1. Cut the roster before you cut the rules. Seven agents is a lot for a small dev shop, especially if Engineer + Reviewer + DevOps are all spawning subtasks in each other's lanes. The org-design guide How Delegation Mirrors Human Org Design (/guides/concepts/delegation-mirrors-human-org-design) makes the point that an org with too many overlapping roles produces exactly the symptom you saw — agents inventing work adjacent to the brief because nobody owns the boundary. For dev work specifically, a CEO + a PM + a single Engineer + a Reviewer can ship most small features. Add specialists when the bottleneck is real, not anticipatory.

2. Move scope policing from prompts into executable checks. The "agents created issues outside the intended project" failure mode is best caught by Paperclip's primitives, not by instructions. Two practical levers:

Set the execution workspace on each agent so the working directory is constrained to one repo. See Execution Workspaces (/docs/projects-workflow/workspaces). Use goal/project assignment on issues. Every subtask should carry a parentId and goalId (see Agents API → heartbeat protocol (/docs/api/agents) step 9 — "Always set parentId and goalId on subtasks"). When that discipline is in place, the goal is the boundary and out-of-scope tickets become visible/auditable rather than buried.
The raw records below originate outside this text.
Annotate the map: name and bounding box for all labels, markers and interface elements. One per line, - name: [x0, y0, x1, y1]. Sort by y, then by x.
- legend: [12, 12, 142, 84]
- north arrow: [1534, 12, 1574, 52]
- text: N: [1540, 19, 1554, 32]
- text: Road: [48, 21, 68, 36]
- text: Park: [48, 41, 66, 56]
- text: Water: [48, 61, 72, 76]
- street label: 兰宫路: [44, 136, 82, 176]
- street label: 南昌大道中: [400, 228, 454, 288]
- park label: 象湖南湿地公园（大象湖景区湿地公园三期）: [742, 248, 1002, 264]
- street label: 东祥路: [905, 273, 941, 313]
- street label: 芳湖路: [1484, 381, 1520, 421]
3. Replace "did you finish?" with a verifiable artifact. The false-"done" pattern almost always traces to a Reviewer that grades narrative instead of artifacts. For your CLI tools experiment that's easy: the acceptance test is whether pytest passes and the binary produces the expected output for a known input. Make the Reviewer's task explicitly: "run X, paste stdout, decide pass/fail." If you can't write a check, that's a signal the task is too vague to be done autonomously.

4. Drop heartbeat polling on everyone except a single coordinator. The "agent recovers from blocked/stalled" friction is usually downstream of multiple agents waking themselves and re-deciding the world. Per Why Agents Do Nothing by Default (/guides/concepts/why-agents-do-nothing-by-default), the steady-state is heartbeats off and wake-on-assignment. Most stall loops disappear when only the CEO has a heartbeat and reaches down to others on demand.
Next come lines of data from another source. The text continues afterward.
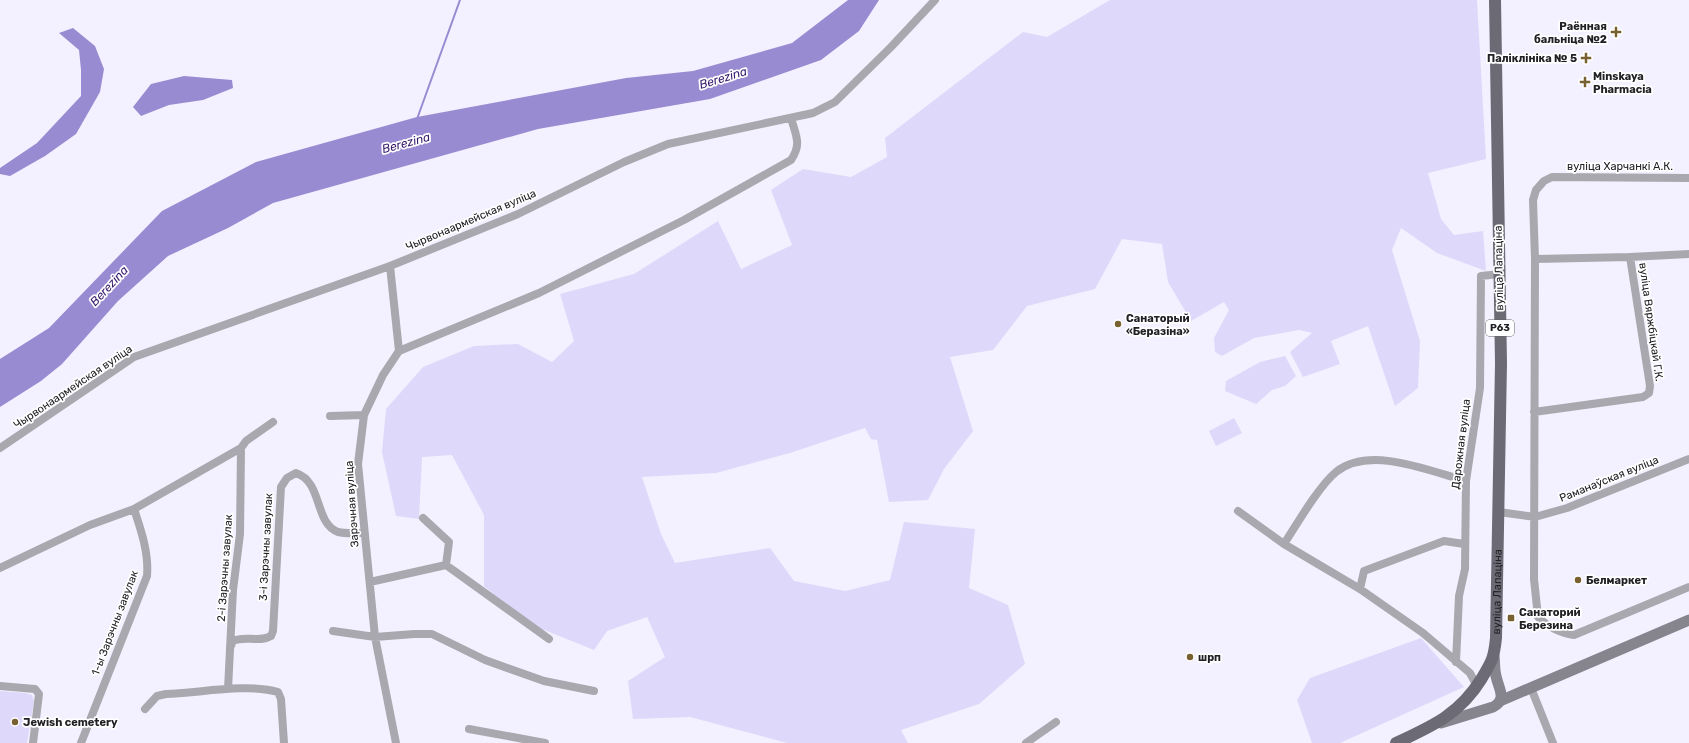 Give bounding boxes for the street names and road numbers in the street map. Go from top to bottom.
street label: вуліца Харчанкі А.К. [1567,160,1673,173]
street label: Чырвонаармейская вуліца [404,187,538,253]
street label: вуліца Лапаціна [1492,225,1506,311]
street label: вуліца Вяржбіцкай Г.К. [1636,262,1666,382]
road number: Р63 [1486,320,1514,336]
street label: Чырвонаармейская вуліца [11,342,135,432]
street label: Дарожная вуліца [1449,398,1473,490]
street label: Раманаўская вуліца [1558,453,1660,505]
street label: Зарэчная вуліца [342,460,362,548]
street label: 3-і Зарэчны завулак [257,493,275,601]
street label: 2-і Зарэчны завулак [215,514,235,622]
street label: вуліца Лапаціна [1490,549,1504,634]
street label: 1-ы Зарэчны завулак [89,569,141,677]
5. The "operator at gates" pattern you arrived at is actually the documented one. See The Five Approval Patterns (/guides/operations/approval-patterns) — the right level of human involvement for a small dev shop is "operator approves spec → autonomous build → operator approves merge". The dream of zero-human-in-the-loop dev is a 2027 problem, not a today problem.
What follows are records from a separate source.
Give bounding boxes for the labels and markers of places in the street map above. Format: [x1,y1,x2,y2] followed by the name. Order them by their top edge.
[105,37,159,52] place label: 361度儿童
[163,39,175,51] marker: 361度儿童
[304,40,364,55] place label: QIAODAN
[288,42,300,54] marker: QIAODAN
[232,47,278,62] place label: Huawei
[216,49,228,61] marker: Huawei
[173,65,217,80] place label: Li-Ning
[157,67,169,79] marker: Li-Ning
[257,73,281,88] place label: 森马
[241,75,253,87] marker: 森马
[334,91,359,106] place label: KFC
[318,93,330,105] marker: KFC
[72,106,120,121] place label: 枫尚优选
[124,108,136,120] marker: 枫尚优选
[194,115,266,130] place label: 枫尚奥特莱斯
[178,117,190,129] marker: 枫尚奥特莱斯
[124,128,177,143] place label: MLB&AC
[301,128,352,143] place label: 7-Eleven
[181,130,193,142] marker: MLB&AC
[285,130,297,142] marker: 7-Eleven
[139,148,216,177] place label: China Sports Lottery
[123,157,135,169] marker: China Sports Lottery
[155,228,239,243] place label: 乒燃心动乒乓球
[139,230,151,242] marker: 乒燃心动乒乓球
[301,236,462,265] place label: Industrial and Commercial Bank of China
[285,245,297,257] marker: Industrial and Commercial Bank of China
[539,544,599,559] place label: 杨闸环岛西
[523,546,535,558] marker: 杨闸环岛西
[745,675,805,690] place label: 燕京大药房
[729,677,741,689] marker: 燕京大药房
On the broader "this got too complex" feeling — that's the right instinct. Browse [paperclip.community/companies](https://paperclip.community/companies) for reference orgs that intentionally stay small; the Solo Dev Shop shape in particular is closer to a minimal viable dev company than a 7-role setup. Worth a look as a baseline to shrink toward.

Two questions back at you that would help me give you sharper advice:

Which Paperclip version were you on during the experiment, and was the "Knowledge Steward" a Hermes agent or just another Claude one? When agents drifted outside the project, were they creating new issues in other projects of the same company, or actually creating files in unrelated directories?